Go through the lines of the material and tally those with the string "hidden"; reply with the number alone.
Supplied entries below:
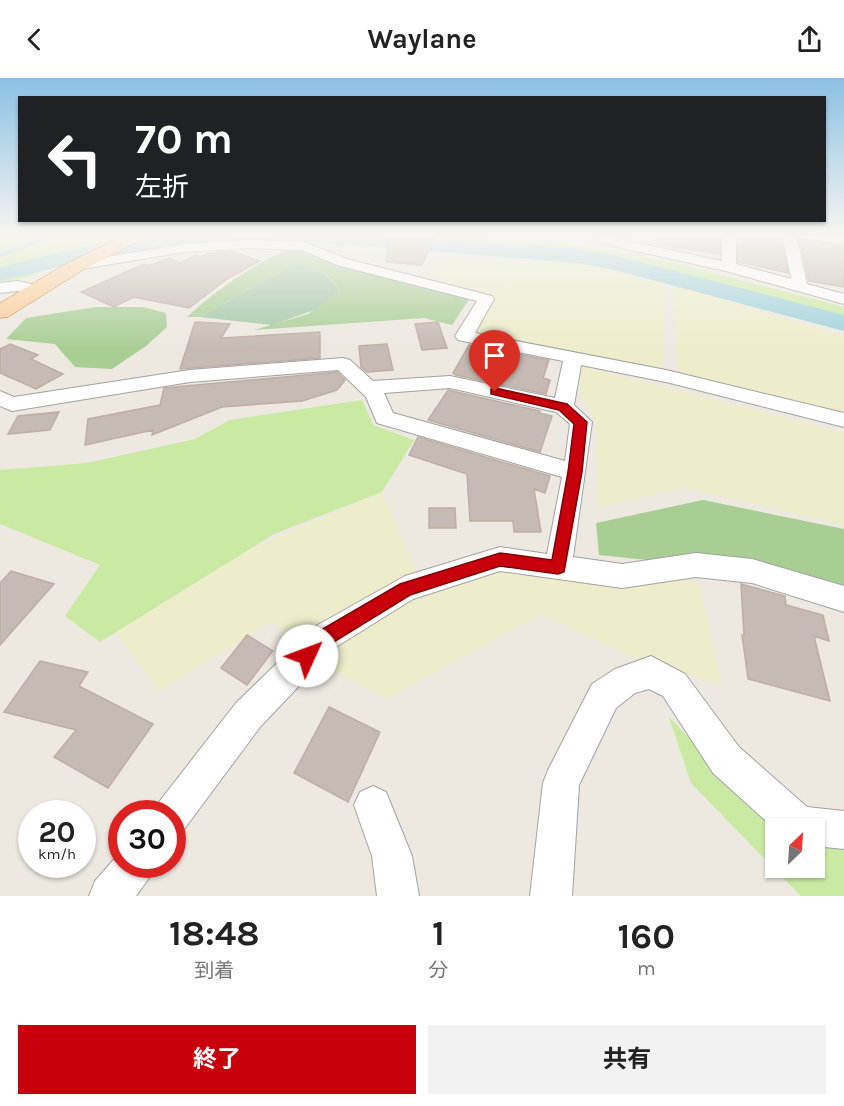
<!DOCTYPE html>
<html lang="ja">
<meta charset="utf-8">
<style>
:root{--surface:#fff;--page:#f2f2f2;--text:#222;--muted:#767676;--accent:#c7000b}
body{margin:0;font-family:Karla,"Noto Sans JP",sans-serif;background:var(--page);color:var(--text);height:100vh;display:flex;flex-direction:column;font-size:22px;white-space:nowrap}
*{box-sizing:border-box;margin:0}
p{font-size:20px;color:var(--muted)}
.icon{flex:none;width:33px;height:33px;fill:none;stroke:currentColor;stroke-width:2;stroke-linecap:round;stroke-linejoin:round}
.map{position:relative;height:818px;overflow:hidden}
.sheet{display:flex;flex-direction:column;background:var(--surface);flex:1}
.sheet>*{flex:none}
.guide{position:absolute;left:18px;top:18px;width:808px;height:126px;border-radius:0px;box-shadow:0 2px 4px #0004;background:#202124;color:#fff;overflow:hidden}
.needle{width:39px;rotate:25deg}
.fabs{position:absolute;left:765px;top:740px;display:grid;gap:12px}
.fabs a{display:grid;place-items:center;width:60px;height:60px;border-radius:0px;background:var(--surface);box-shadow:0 2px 4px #0004;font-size:30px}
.speed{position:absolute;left:18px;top:722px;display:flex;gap:12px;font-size:30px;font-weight:700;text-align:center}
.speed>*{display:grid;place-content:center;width:78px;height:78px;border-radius:50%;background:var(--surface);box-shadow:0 2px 4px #0004;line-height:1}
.speed small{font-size:15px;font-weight:400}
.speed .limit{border:9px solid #d22;background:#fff;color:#111}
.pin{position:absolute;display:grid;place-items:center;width:51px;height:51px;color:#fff;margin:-62px -26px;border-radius:50% 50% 50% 0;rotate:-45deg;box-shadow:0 0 6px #0007}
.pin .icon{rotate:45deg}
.me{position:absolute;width:66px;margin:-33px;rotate:47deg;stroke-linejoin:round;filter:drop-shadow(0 0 4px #0008)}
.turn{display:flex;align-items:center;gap:21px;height:126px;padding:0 18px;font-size:27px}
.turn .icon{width:78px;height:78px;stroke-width:2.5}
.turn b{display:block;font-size:42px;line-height:51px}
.eta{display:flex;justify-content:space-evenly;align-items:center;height:102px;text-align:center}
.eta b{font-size:36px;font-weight:700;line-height:42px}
.button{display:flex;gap:12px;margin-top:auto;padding:12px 18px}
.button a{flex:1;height:69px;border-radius:0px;background:var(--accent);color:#fff;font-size:24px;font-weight:700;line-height:69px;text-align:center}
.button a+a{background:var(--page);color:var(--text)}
header{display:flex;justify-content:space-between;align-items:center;height:78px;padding:0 18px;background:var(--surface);font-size:27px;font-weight:700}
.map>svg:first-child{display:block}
.farmland{fill:#ededcb}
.grass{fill:#caeaa4}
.forest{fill:#a8ce94}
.cemetery{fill:#a1c7a5}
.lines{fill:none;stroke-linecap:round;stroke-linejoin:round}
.stream{stroke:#9fd2dd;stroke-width:4.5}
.river{fill:#9fd2dd;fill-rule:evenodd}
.building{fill:#c5bab4;stroke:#bfaea3;stroke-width:1.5}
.minor-casing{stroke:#a2a2a2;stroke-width:2}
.major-casing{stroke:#935a00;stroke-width:1}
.minor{fill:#fff;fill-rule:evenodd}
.major{fill:#fecb95;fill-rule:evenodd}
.route{fill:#c7000b;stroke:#810007;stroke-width:1.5}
</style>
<header><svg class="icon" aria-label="back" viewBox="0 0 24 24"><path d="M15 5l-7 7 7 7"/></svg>Waylane<svg class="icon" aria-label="share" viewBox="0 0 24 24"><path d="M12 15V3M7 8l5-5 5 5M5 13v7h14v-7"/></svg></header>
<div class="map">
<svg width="844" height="818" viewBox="0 0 844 818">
<rect width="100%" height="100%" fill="#ede8e0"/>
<path class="farmland" d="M435,180L615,188L666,202L662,291L469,257L486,221L430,198Z
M673,206L844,258V335L678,294Z
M582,288L844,355V447L686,410L598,429L596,345L579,312Z
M382,414L421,506L500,481L622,498L699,504L722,606L639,582L541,536L387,621L307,578L273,543L159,613L116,554L246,473Z"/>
<path class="grass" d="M5,156H53L0,173V159Z
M58,156H394L564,165L666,183L844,229V253L615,188L287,162H208L60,186L0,210V178Z
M362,322L373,347L414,362L382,414L274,456L100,564L65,538L100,487L0,446V392L87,385L195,361L230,342Z
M669,639L776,750V789H814L815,761L844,770V818H801L793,810L691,705Z"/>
<path class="forest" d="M289,170L303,172L344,189L470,220L452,247L424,240L254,252L308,236L339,213C330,195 314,188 294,186L200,239H187C217,211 252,188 289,170Z
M96,229H143L166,235L167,249L146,268L112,291L75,289L55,266L6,261L26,240Z
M703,422L844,451V516L752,493L599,477L596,445Z"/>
<path class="cemetery" d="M294,186C315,188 328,195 339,213L317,231L272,247L200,239Z"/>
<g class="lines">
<path class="stream" d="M0,177L59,156"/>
<path class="river" d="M165,156H361L572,170L613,177L844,237V253L611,191L572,184L305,164H193L76,185L0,203V189L76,171Z"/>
</g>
<path class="building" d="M389,156H436L422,187L387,184Z
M657,156H720V176L656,166Z
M738,156H780L788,195L738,184Z
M799,160L841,168L844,177V209L809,203Z
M231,173L260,183L227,201L189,230L134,219L114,229L81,214L144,186L149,188L169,180L180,185L196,177L200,179L210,175Z
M195,244L230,246L221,260L320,254V280L180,291Z
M438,244L447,270L422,272L415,246Z
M10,266L38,277L31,281L63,296L36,311L0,295V271Z
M387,266L393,292L367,294L361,289L359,268Z
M469,267L549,282L543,300L550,302L546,316L456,297L453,295Z
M337,294L345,302L337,312L302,323L222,329L152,357L153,352L85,367L88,341L160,327L164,310Z
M448,312L540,333L539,335L552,338L540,374L428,342Z
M59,334L50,352L8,356L18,338Z
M418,359L550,398L545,415L534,411L541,454H514L513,443H470L467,396L409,377Z
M429,430H455L456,450H429Z
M11,493L54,506L0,567V505Z
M741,506L785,518L786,527L823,537L829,563L814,558L830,623L748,601L742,557H744Z
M247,557L273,573L247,607L221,590Z
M40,583L88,594L79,608L153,646L108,710L54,679L76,652L4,634Z
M329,629L380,654L348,724L294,695Z"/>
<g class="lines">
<defs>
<path id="minor" d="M601,156H614L613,160L722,183V156H736V186L791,201L782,156H796L807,206L844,216V226L726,193L600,165L598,162Z
M797,156L844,158V166L803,160Z
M248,162L304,164L347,181L492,218L494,221L475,255L666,292L844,335V349L666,304L581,287L574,327L592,344L573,479L622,486L696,475L752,481L844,508V534L752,505L696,499L622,510L500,493L413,521L336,569L260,649L185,750L172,756V735H154L159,724L236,625L314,549L405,498L500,469L547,476L562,399L377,345L366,319L338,292L190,304L12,333L0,328V313L14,319L190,292L343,280L350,282L373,303L450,298L555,320L563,283L458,262L455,258L477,223L337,187L302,172L248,170L184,174L76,192L69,188L76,184L184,166ZM450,310L556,334L570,346L565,383L393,335L384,315Z
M17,203L41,208L44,211L36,216L17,213L0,215V205Z
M651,578L685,596L739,669L807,729L844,733V771L814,768V750L776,752L713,695L663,618L649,611L635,615L616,630L579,707L572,818H530L543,705L548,692L592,606L615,591Z
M373,708L386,714L412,778L419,818H377L372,778L354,727L360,714Z
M122,772V786H155L149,800L136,818H89L95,803Z"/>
<path id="major" d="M129,156H152L83,192L8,239L0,240V225L69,184Z"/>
</defs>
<use href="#minor" class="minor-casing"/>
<use href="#major" class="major-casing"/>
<use href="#minor" class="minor"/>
<use href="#major" class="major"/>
</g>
<linearGradient id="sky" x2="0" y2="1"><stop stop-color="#8bc0e4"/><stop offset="0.58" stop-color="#f7f5f1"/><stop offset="1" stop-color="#f7f5f1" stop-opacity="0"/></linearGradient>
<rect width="844" height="271" fill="url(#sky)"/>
<path class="route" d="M495,310L567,326L587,344L582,394L564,494L558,496L500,488L410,517L332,565L313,584L307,586L301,584L298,578L301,571L319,553L400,506L500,475L552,482L568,394L574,346L559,332L491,316V311Z"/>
</svg>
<div class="fabs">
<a><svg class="needle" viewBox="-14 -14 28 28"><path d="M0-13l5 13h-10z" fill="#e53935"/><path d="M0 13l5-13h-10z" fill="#767676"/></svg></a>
</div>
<div class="speed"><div>20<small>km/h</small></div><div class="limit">30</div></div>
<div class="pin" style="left:495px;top:314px;background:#d93025"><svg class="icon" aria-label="arrive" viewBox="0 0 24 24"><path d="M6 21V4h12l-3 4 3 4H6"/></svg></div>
<svg class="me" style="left:307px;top:578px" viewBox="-20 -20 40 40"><circle r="19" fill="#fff"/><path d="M0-13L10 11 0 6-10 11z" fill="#c7000b"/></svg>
<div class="guide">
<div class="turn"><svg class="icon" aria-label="left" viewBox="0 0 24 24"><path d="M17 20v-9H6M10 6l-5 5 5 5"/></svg><div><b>70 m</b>左折</div></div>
</div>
</div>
<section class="sheet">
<div class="eta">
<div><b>18:48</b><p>到着</p></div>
<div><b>1</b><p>分</p></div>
<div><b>160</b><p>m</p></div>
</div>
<div class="button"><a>終了</a><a>共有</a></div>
</section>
End of Supplied entries.
§ **Task solution**: 2